START ENTRIES PROVIDED
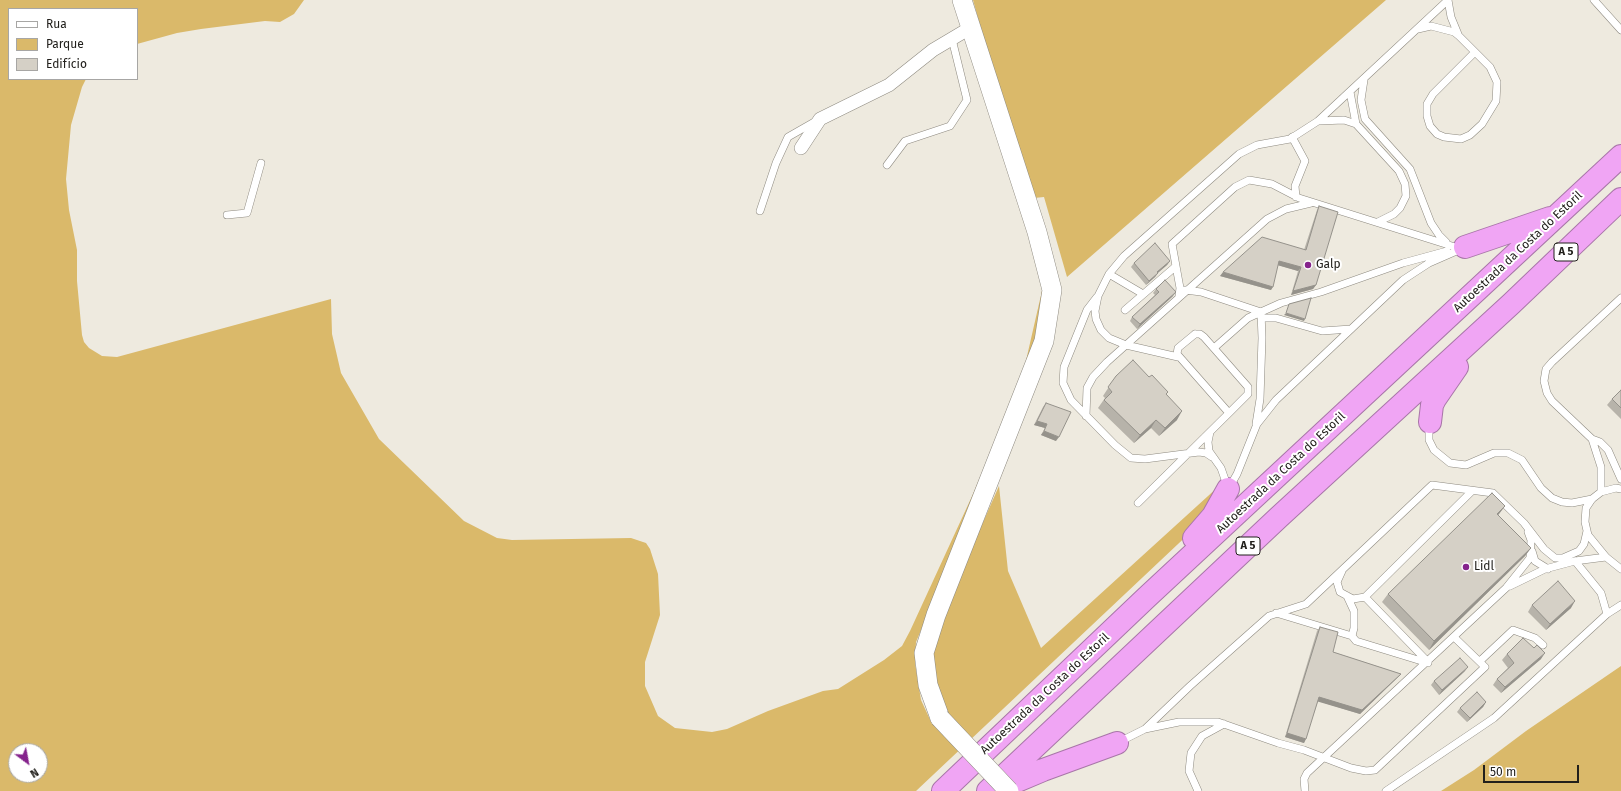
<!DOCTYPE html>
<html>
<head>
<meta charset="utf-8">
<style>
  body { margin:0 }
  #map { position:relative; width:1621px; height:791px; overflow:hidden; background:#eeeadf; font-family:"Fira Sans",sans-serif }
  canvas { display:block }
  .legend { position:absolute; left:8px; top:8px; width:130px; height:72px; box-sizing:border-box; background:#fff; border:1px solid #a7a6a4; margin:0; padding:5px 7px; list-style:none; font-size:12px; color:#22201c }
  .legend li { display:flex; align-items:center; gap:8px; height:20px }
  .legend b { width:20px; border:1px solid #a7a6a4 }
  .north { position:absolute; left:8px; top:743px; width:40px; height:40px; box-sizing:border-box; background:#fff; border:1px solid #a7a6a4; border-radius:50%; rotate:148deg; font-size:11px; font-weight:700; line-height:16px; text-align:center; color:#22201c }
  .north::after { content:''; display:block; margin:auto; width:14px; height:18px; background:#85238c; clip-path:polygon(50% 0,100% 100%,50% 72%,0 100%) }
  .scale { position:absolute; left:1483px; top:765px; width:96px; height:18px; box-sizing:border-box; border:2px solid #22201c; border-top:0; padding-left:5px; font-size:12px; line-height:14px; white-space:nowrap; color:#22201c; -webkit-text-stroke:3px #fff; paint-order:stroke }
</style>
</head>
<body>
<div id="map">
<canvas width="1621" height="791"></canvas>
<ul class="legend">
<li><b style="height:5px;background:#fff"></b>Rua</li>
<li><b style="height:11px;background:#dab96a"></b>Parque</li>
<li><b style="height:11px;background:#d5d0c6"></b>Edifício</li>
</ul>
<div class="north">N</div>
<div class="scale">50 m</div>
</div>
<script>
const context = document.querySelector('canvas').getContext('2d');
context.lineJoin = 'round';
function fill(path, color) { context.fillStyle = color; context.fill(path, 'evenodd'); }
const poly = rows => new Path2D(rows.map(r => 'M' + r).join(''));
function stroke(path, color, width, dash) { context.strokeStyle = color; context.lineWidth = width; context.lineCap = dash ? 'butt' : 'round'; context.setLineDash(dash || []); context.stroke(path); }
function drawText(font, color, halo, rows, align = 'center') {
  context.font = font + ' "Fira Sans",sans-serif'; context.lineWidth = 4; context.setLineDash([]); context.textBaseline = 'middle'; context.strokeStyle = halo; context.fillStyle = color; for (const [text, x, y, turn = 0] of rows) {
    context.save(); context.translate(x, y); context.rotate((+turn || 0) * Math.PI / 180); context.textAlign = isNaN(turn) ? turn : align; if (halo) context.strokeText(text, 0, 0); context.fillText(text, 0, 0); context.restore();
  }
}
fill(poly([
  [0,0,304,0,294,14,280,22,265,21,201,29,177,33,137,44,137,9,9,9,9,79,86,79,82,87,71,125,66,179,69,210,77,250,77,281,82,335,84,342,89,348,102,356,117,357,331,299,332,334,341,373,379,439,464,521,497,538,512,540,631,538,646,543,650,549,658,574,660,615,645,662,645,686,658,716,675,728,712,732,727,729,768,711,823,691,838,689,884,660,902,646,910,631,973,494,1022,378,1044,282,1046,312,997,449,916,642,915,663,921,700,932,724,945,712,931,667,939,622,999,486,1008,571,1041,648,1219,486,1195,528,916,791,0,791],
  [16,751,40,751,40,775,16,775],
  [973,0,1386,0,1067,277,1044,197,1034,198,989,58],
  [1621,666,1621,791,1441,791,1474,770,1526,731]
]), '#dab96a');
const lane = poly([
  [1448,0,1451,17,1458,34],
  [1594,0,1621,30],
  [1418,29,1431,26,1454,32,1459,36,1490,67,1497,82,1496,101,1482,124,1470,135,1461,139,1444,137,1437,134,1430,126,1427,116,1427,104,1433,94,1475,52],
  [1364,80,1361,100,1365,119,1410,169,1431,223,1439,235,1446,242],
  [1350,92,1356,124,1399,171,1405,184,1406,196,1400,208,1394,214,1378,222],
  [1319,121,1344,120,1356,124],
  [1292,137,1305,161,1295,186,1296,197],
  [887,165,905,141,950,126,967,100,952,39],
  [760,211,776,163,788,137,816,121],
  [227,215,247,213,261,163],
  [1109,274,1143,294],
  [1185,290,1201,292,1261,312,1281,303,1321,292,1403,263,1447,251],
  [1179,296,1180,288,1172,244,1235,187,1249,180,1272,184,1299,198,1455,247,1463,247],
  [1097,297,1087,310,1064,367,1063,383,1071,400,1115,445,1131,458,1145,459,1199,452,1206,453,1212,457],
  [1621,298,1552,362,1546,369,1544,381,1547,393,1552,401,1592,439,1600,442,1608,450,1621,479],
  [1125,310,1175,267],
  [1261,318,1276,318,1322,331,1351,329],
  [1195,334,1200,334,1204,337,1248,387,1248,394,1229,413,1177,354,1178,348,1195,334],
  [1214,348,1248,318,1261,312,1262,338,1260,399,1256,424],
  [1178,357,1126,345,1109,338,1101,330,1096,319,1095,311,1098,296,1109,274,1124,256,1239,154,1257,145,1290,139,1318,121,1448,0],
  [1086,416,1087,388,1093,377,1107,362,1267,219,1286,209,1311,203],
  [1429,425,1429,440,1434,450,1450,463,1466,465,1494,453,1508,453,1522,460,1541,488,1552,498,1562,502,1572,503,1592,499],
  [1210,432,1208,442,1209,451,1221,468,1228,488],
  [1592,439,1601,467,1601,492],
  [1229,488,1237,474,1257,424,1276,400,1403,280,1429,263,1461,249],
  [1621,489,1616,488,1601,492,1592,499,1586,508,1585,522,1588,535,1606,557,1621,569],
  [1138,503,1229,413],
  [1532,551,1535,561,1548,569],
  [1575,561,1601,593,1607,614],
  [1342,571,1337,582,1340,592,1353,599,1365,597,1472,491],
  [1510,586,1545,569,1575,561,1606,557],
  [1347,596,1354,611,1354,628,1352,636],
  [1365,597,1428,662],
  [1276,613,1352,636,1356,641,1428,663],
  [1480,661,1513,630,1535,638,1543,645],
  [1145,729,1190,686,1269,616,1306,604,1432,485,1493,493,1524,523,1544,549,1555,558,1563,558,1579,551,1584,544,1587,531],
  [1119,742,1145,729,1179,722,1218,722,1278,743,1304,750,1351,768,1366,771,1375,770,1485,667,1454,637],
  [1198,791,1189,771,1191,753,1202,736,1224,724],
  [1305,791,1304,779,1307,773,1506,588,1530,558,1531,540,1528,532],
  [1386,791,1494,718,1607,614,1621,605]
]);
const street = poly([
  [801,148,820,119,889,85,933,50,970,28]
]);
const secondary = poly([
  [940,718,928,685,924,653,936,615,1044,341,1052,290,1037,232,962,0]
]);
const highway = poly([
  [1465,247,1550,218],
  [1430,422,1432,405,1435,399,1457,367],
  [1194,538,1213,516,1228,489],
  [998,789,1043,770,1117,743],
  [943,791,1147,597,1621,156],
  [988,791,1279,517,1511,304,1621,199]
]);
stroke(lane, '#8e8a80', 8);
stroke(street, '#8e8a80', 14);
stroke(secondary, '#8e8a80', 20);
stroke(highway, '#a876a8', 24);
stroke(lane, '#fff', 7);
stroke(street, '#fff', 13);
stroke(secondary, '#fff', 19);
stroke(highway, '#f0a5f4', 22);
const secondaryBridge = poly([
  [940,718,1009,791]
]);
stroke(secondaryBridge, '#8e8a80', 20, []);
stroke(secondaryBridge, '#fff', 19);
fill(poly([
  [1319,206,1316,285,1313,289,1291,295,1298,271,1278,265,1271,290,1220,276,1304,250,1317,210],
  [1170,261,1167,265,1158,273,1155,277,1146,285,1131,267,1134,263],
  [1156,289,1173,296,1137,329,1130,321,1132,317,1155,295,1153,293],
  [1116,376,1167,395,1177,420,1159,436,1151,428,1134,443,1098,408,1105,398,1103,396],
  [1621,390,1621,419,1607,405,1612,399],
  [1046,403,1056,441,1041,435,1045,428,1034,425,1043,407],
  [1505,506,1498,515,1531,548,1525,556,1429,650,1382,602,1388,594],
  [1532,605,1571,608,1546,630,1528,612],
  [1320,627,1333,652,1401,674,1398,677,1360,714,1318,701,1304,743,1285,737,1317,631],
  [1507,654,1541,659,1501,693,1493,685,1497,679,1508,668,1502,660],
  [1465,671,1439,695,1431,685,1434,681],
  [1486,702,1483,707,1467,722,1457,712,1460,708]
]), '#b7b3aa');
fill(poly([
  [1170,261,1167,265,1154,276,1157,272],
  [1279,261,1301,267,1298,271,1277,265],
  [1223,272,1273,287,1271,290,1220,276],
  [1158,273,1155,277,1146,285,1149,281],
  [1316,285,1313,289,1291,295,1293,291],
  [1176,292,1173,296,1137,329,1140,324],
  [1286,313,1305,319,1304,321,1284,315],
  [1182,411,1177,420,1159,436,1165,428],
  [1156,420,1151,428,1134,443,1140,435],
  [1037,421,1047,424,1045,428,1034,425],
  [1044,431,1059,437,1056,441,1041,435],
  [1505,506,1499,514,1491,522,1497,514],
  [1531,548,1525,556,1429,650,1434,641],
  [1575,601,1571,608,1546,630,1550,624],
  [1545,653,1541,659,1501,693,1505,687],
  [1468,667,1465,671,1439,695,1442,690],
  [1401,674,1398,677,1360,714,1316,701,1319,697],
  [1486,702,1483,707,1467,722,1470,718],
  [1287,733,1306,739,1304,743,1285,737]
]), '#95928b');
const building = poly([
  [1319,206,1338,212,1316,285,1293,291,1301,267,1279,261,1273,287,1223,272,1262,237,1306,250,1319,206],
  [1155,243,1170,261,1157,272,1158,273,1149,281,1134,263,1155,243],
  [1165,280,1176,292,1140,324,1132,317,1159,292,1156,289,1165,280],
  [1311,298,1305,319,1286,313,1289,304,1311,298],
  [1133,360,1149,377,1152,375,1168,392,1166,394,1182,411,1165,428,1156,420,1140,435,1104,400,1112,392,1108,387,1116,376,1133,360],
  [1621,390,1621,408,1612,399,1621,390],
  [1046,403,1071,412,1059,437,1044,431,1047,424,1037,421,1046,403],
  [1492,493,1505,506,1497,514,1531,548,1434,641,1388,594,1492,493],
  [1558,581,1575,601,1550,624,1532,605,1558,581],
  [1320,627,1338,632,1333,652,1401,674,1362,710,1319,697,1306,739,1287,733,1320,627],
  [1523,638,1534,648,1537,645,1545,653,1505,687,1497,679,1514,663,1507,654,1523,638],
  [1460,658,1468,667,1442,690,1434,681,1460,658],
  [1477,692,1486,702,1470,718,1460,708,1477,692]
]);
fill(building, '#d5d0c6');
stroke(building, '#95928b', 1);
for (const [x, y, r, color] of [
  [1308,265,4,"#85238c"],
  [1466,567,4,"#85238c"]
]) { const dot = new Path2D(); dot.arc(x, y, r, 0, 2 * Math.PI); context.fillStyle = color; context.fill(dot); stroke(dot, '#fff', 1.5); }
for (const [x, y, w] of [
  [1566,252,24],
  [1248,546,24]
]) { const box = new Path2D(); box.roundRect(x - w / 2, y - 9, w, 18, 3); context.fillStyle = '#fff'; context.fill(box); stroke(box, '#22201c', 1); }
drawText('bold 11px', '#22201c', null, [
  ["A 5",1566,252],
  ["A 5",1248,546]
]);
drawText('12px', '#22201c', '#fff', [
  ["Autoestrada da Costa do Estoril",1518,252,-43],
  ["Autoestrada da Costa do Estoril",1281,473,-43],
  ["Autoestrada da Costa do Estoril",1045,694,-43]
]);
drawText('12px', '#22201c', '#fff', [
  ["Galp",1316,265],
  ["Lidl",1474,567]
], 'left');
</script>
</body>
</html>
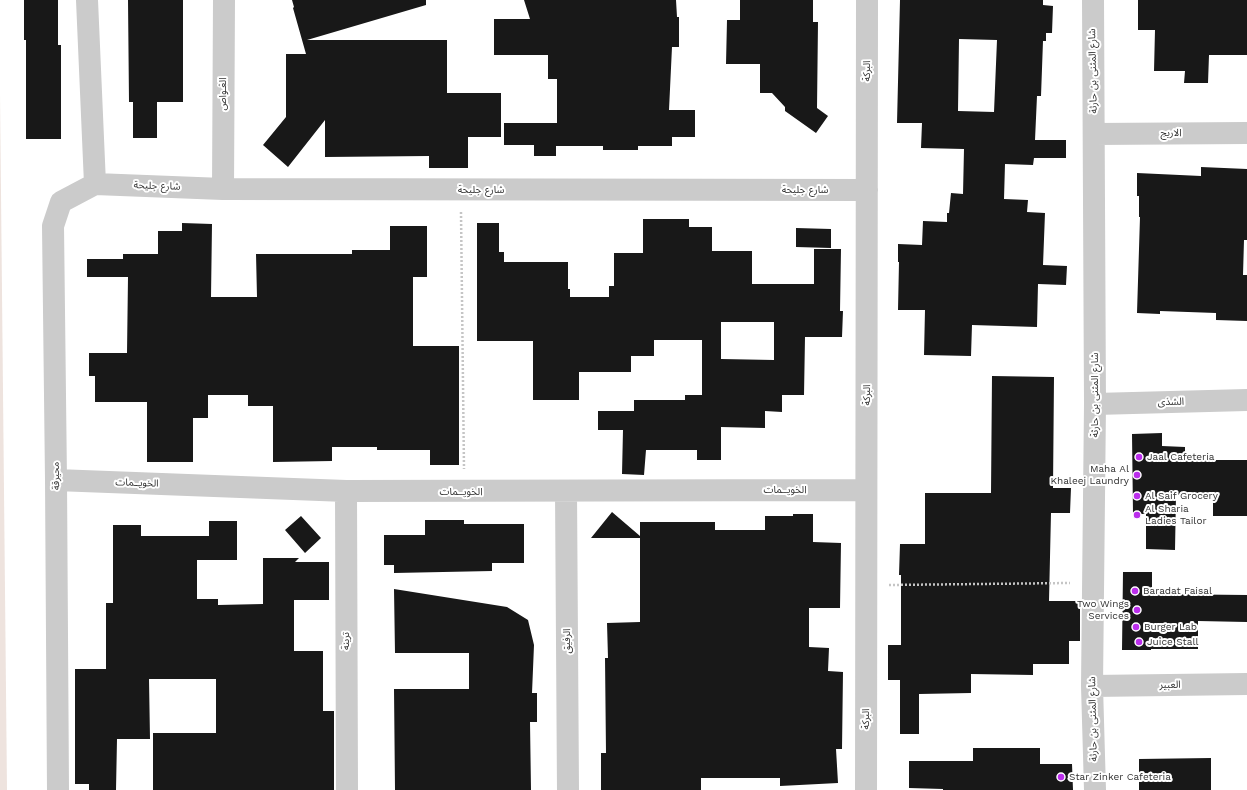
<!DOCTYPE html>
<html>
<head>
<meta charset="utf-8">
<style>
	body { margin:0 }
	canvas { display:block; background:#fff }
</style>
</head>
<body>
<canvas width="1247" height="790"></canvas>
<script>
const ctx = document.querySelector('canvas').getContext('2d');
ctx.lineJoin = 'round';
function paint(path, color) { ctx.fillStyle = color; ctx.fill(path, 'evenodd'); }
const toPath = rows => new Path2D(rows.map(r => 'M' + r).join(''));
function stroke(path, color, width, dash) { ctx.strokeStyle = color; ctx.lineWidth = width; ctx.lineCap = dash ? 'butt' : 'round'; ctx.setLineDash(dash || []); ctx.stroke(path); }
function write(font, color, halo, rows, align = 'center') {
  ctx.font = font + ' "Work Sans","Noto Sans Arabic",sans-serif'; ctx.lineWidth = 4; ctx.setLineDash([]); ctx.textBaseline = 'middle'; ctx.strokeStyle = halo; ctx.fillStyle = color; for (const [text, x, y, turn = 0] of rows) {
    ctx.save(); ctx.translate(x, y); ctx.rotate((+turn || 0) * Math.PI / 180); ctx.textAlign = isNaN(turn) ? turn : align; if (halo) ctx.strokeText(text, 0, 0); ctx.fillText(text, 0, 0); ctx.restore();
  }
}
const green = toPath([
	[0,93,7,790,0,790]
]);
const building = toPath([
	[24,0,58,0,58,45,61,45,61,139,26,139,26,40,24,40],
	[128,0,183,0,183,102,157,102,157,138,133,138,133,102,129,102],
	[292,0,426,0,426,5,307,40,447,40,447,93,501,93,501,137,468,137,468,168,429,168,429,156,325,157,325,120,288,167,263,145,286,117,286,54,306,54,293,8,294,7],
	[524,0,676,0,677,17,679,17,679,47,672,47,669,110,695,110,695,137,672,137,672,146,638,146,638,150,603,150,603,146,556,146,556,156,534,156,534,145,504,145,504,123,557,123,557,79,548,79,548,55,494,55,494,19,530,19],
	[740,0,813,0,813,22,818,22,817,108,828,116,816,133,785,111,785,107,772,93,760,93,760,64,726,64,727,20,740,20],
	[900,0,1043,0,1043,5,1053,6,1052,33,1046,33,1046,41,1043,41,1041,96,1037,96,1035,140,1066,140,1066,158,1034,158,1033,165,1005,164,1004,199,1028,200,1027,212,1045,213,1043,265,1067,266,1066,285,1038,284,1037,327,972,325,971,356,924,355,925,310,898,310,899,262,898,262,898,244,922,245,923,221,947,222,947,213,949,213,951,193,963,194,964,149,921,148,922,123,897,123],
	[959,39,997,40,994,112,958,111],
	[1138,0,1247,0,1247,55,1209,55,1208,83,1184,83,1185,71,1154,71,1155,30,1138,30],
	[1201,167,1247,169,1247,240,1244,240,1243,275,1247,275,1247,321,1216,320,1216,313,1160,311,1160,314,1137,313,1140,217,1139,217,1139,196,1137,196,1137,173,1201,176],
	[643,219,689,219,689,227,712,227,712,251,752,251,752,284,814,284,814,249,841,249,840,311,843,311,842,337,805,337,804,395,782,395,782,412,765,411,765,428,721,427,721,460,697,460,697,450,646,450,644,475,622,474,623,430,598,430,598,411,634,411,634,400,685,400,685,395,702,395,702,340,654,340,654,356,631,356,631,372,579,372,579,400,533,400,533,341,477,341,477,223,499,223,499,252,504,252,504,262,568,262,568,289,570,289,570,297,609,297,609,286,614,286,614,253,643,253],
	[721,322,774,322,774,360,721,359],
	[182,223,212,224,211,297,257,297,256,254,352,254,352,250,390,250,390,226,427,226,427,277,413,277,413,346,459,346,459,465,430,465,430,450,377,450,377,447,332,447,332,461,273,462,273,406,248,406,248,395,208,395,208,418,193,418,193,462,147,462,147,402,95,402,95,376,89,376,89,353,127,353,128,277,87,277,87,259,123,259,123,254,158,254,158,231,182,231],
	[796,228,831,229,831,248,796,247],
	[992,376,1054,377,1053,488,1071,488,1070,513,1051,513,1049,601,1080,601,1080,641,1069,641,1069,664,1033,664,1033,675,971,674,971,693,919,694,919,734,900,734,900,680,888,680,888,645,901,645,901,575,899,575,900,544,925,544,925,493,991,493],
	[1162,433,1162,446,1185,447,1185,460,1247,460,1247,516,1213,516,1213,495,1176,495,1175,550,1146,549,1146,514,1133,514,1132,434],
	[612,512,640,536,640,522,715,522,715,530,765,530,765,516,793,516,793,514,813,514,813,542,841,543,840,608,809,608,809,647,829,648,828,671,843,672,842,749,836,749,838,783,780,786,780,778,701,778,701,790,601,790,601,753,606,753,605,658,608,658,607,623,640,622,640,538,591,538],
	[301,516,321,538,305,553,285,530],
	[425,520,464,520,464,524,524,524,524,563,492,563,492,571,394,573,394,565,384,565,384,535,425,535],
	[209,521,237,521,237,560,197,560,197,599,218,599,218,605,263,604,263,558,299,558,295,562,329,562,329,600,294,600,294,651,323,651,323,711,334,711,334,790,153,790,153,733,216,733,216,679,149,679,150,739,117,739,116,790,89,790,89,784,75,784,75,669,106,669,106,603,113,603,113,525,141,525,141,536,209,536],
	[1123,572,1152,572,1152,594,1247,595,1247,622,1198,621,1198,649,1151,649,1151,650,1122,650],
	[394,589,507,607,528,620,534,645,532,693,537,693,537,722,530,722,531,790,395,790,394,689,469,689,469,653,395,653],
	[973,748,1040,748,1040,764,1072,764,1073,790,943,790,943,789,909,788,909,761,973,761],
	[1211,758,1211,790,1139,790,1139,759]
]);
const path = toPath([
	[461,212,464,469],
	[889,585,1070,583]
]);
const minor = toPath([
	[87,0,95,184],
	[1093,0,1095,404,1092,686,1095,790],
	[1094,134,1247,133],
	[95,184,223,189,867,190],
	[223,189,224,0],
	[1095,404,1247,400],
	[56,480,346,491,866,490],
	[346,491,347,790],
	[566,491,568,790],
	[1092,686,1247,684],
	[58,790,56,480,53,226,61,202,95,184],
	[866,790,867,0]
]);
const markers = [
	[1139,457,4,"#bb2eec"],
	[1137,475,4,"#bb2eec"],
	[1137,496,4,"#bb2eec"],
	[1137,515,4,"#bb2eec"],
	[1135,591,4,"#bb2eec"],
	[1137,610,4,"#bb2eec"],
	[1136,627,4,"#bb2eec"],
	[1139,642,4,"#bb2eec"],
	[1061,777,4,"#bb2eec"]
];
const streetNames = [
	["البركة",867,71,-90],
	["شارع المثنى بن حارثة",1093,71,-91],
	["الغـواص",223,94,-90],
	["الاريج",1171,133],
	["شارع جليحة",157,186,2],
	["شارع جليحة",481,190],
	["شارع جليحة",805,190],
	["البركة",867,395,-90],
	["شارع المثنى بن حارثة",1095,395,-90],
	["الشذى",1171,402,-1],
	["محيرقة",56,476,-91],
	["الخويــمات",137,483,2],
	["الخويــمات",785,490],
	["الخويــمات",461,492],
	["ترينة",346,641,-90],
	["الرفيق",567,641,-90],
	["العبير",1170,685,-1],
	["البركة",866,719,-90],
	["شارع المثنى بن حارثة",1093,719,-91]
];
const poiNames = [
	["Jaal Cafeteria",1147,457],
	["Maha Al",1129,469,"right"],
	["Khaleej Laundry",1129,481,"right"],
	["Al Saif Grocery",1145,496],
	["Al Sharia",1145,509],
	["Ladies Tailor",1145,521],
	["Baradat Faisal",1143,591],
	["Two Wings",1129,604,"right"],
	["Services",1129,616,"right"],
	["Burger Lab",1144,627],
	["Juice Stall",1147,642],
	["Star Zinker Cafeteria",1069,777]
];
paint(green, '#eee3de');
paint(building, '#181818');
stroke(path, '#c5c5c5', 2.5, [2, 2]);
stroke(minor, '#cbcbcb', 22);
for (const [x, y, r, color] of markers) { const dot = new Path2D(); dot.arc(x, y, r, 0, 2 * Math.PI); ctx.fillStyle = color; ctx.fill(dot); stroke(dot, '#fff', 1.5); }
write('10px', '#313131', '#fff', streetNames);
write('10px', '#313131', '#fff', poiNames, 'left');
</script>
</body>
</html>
END ENTRIES PROVIDED
• WHAT THE EXERCISE ASKS
Tally the lines of the data that hold the string "evenodd". Answer with the number and nothing more.

• RESPONSE TO THE EXERCISE
2